The court heard Gill-Webb, who has bipolar affective disorder, managed to get into the Olympic Park and the stadium using an old ticket. But no ticket was found on him when he was detained by police.

He pushed his way through the crowd in the exclusive seating area close to the starting line from where he lobbed the bottle.

He was confronted by Dutch judo champion Edith Bosch after he threw the bottle. She heard him say "Bolt, I want you to lose", the court heard.

Other witnesses said he also shouted at other finalists, including Jamaican sprinter Yohan Blake and Justin Gatlin of the US.

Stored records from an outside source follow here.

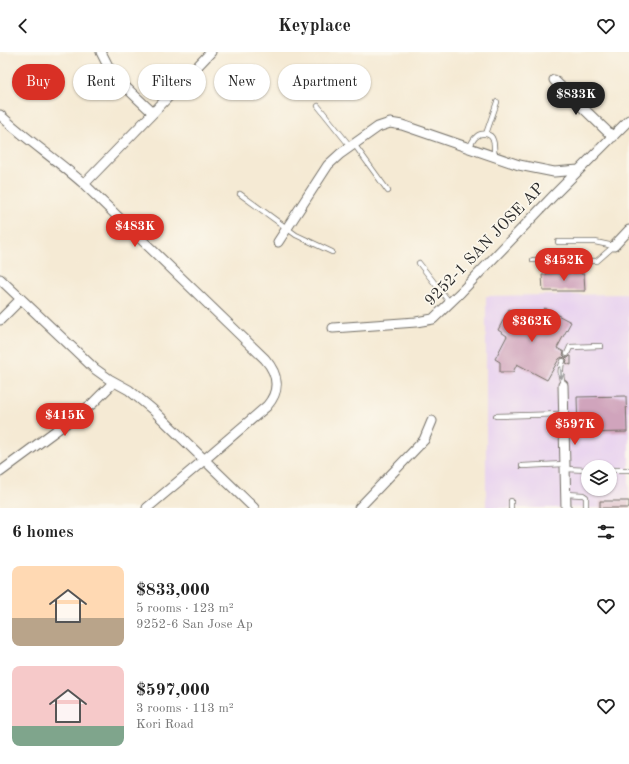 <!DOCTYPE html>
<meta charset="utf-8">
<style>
body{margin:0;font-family:"Old Standard TT",serif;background:#f2f2f2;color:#222;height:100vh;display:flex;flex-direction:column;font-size:15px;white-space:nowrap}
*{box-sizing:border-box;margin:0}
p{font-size:13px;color:#767676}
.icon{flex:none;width:22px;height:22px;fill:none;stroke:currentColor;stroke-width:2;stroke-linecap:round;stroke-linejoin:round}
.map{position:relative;height:456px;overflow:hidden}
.side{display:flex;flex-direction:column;background:#fff;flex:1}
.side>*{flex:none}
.guide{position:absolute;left:12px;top:12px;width:400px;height:36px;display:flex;gap:8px}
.buttons{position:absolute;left:581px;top:408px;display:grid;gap:8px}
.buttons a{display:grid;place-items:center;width:36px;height:36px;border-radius:50%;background:#fff;box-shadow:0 1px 3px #0004;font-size:20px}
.price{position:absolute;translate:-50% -34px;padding:0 9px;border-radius:14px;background:#d93025;color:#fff;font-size:13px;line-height:26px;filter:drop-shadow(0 1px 2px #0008)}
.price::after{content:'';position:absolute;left:50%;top:24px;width:12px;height:9px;margin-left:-6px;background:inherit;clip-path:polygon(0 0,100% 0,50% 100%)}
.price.active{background:#222;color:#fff}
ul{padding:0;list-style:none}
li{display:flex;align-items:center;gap:12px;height:100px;padding:0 12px}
li span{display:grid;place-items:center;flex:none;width:112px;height:80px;border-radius:8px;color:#555}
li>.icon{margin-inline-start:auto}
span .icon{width:48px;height:48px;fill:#fffc;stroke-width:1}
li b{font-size:17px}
h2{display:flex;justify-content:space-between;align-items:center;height:48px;padding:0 12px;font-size:17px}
.tag{padding:0 14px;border-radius:18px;background:#fff;box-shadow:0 1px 3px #0004;font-size:14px;line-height:36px}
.tag.active{background:#d93025;color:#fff}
header{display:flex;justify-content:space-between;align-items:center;height:52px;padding:0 12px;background:#fff;font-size:18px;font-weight:600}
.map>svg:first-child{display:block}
.built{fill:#e8d2ef;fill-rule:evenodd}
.building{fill:#d0a4bc}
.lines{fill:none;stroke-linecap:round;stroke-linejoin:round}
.service-casing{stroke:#726e66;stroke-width:6}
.minor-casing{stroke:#726e66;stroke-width:11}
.service{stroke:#fff;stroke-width:4.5}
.minor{stroke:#fff;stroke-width:9}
.oneway{stroke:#a0a0a0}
.labels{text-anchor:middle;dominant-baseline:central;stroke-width:3.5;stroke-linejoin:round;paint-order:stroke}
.street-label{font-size:16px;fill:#2b2b2b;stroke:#fbf7ec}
</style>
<header><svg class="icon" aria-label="back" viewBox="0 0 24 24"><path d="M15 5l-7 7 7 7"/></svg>Keyplace<svg class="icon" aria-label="heart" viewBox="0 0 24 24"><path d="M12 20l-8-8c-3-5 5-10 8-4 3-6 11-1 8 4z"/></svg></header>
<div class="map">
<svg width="629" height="456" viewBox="0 0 629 456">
<rect width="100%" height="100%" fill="#fbf7ec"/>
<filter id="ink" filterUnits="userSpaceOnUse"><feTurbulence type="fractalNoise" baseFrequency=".025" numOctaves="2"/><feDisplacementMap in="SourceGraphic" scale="8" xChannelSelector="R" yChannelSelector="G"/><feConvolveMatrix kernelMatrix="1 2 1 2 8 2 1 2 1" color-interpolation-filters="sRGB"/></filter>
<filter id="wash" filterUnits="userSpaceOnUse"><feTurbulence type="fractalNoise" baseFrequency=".012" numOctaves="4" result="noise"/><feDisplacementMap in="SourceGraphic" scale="16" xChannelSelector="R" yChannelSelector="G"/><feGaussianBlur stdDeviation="0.9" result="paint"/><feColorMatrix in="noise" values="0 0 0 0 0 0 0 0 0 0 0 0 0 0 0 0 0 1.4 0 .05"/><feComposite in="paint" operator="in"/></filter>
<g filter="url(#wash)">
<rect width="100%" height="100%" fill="#f5ead4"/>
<path class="built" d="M 629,242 L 629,456 L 486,456 L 486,244 ZM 588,415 L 610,415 L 610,437 L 588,437 Z"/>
<g id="blocks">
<path class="building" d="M 581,221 L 581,222 L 584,222 L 585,239 L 543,239 L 542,223 L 546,223 L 546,222 Z
M 544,256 L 571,270 L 557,296 L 564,300 L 563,303 L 565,305 L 568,306 L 570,304 L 571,304 L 571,313 L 566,311 L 567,308 L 565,306 L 562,305 L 559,307 L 547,328 L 517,312 L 513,320 L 500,320 L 500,310 L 495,307 L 507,284 L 498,278 L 509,257 L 535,271 Z
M 626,344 L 627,380 L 578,381 L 577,345 Z
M 600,449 L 629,449 L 629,456 L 600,456 Z"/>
</g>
</g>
<g filter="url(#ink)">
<use href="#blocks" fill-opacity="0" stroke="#726e66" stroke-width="1"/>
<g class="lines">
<defs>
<path id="service" d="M 318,54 L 350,94
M 486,82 L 497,50
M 354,92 L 388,139
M 469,96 C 471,93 473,87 476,85 C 481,80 491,81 493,88 C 495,93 494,99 494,104
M 240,142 L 296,183 L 332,200
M 558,190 L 595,190 L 614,194
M 533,208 L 597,209 L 614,194
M 419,211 L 450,251
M 567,302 L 570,295 L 601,294
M 563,309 C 559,316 561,325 563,333
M 496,364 L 564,362
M 522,414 L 565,412
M 565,417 L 588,418
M 610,418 L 629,418
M 566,442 L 583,443 L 586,445 L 586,456
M 511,449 L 511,456"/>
<path id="minor" d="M 101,0 L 108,14 L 115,25 L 153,61
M 554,28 L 613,85
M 0,63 C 27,88 57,108 84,132 L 265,307 C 278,322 281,338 267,354 L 204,408 L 147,456
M 84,132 L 153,61 L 211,0
M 278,190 L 328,113 L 340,102 L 378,75 L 390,71 L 402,73 L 519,113 L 554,120 L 579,118
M 614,194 L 629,178
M 0,227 L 95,317 L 109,327 L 129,338 L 152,357 L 254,456
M 0,268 L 21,247
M 333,276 L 416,270 L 433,267 L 461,240 L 555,142 L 629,68
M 563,333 L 566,456
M 0,420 L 92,352 L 114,330
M 359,456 L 424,388 L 432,369"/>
</defs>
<use href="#service" class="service-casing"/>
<use href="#minor" class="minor-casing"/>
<use href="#service" class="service"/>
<use href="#minor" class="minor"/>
</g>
<defs><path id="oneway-shaft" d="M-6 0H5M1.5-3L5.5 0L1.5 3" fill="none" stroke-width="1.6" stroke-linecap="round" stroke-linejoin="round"/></defs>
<use class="oneway" href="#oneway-shaft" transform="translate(561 321) rotate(86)"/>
</g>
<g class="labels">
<g class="street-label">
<text transform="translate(485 193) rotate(-46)">9252-1 SAN JOSE AP</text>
</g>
</g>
</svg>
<div class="buttons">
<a><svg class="icon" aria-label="layers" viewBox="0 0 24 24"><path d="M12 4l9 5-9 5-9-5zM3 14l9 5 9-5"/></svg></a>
</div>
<b class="price active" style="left:576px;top:64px">$833K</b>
<b class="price" style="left:135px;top:196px">$483K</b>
<b class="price" style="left:564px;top:230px">$452K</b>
<b class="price" style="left:532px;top:291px">$362K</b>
<b class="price" style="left:65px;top:385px">$415K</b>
<b class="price" style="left:575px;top:394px">$597K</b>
<div class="guide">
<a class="tag active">Buy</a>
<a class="tag">Rent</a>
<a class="tag">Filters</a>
<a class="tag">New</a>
<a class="tag">Apartment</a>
</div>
</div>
<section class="side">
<h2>6 homes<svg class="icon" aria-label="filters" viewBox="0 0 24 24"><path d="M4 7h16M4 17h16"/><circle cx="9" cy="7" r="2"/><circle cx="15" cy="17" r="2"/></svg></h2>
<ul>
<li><span style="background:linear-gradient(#ffd9b3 65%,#b9a48a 0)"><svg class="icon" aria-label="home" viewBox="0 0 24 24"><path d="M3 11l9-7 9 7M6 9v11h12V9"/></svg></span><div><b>$833,000</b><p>5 rooms · 123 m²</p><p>9252-6 San Jose Ap</p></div><svg class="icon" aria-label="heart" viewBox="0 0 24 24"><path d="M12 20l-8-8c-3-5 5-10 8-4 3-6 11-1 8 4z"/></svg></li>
<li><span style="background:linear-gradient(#f6c9c9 75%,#7fa58c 0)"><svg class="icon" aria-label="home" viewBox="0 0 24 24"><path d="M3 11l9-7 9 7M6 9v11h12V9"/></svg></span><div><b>$597,000</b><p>3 rooms · 113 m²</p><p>Kori Road</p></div><svg class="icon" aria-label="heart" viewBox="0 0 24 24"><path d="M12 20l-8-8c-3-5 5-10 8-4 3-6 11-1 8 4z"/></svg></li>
</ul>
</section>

Bolt eventually went on to win the race in 9.63 seconds.

Gill-Webb did not give evidence at the trial and had denied the offences. But his DNA was later found on the bottle.

Following the verdict David Robinson, Deputy Chief Crown Prosecutor for CPS London, said: "Gill-Webb's decision to throw a bottle on to the track at the men's 100m final was reckless and irresponsible.

"This incident came close to disrupting the most-watched event of the 2012 Olympic Games, which was broadcast to millions of people across the world and for which many athletes had trained for years".